**Your goal**
Search the listing for "paint" and copy every line where it appears.

**Task data**

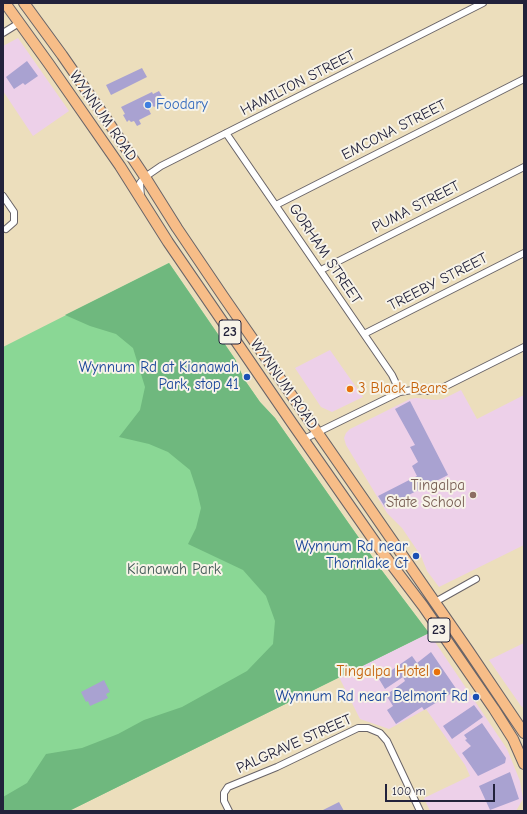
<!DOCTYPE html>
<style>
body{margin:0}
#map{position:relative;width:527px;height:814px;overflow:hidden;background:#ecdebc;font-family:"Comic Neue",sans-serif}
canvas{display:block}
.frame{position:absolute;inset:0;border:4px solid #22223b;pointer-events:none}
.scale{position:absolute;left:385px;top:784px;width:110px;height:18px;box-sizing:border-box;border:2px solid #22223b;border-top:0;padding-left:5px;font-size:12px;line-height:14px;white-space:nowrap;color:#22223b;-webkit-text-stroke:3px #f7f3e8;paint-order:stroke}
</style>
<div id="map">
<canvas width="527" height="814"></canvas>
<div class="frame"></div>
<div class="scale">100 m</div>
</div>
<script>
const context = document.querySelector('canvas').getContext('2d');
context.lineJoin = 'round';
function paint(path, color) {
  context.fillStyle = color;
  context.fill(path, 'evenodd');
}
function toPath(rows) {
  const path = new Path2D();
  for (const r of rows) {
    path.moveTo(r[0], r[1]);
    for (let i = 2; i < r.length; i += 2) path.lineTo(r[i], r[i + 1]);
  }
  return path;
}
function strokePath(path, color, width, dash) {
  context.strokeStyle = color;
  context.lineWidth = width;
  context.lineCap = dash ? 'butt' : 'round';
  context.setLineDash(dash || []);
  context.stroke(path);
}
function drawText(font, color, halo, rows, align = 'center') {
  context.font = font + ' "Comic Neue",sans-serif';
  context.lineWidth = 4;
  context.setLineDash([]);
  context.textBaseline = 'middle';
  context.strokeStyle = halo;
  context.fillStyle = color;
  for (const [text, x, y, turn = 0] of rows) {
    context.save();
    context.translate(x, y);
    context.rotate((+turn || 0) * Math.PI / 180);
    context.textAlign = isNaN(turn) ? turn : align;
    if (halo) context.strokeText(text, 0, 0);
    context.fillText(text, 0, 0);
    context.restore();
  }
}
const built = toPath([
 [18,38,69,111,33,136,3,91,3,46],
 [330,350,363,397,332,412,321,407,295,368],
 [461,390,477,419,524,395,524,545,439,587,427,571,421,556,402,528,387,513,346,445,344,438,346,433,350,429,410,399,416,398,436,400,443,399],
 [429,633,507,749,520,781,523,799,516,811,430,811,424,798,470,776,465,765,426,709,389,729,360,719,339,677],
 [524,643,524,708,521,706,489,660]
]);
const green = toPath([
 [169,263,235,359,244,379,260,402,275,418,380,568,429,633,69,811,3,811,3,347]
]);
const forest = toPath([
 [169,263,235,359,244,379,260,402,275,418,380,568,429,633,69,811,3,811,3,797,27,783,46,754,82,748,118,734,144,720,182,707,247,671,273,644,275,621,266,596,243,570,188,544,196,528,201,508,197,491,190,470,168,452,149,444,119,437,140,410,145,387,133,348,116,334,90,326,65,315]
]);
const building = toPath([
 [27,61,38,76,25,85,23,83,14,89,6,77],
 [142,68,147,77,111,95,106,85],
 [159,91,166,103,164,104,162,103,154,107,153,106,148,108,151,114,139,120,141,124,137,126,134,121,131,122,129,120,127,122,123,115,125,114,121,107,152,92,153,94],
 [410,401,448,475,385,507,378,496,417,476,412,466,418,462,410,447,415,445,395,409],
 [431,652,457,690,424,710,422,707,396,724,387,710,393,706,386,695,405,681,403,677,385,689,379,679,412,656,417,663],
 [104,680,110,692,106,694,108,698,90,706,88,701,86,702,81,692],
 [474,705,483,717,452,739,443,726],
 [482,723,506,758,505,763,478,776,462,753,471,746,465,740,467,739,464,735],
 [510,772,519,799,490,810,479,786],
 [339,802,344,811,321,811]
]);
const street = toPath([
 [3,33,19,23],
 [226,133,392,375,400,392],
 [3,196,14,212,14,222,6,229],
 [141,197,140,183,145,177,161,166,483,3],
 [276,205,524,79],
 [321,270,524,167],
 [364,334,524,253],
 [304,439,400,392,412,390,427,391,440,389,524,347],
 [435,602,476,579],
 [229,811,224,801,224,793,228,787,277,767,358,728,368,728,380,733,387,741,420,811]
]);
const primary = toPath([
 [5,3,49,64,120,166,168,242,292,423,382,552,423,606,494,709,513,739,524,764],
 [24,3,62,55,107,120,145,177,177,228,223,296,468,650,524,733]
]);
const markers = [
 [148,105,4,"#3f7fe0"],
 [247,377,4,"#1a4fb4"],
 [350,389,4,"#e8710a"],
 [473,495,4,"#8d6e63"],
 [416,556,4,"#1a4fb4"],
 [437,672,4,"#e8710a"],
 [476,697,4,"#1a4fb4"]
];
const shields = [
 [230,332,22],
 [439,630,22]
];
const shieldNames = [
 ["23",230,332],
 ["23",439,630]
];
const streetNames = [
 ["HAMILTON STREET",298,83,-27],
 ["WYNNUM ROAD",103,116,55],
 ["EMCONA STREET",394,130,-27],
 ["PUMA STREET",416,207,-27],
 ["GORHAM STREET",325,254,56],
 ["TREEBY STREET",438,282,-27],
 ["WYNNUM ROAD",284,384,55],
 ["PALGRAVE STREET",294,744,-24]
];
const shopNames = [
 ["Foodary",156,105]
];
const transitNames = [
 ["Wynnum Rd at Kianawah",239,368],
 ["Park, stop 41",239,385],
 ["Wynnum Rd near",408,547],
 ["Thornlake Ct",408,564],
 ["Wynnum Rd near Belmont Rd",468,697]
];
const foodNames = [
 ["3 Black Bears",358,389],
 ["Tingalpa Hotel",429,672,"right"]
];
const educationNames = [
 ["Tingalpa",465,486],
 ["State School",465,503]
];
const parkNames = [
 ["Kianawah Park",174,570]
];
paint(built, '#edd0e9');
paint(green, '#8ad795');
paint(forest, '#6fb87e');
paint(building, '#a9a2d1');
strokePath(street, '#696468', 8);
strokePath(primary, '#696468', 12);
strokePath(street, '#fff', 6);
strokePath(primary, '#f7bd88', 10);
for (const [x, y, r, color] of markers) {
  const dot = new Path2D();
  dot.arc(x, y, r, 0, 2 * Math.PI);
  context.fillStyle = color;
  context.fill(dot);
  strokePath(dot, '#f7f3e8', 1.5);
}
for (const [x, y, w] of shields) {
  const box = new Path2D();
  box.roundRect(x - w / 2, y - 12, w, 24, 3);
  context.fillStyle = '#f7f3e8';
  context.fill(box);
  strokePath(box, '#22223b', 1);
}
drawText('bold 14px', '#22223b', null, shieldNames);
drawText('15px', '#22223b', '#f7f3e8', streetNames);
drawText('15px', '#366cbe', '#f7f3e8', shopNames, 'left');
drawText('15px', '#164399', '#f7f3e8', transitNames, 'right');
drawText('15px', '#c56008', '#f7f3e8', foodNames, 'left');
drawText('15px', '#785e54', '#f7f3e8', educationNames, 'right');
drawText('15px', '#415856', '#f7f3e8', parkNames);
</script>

**Written answer**
.scale{position:absolute;left:385px;top:784px;width:110px;height:18px;box-sizing:border-box;border:2px solid #22223b;border-top:0;padding-left:5px;font-size:12px;line-height:14px;white-space:nowrap;color:#22223b;-webkit-text-stroke:3px #f7f3e8;paint-order:stroke}
function paint(path, color) {
paint(built, '#edd0e9');
paint(green, '#8ad795');
paint(forest, '#6fb87e');
paint(building, '#a9a2d1');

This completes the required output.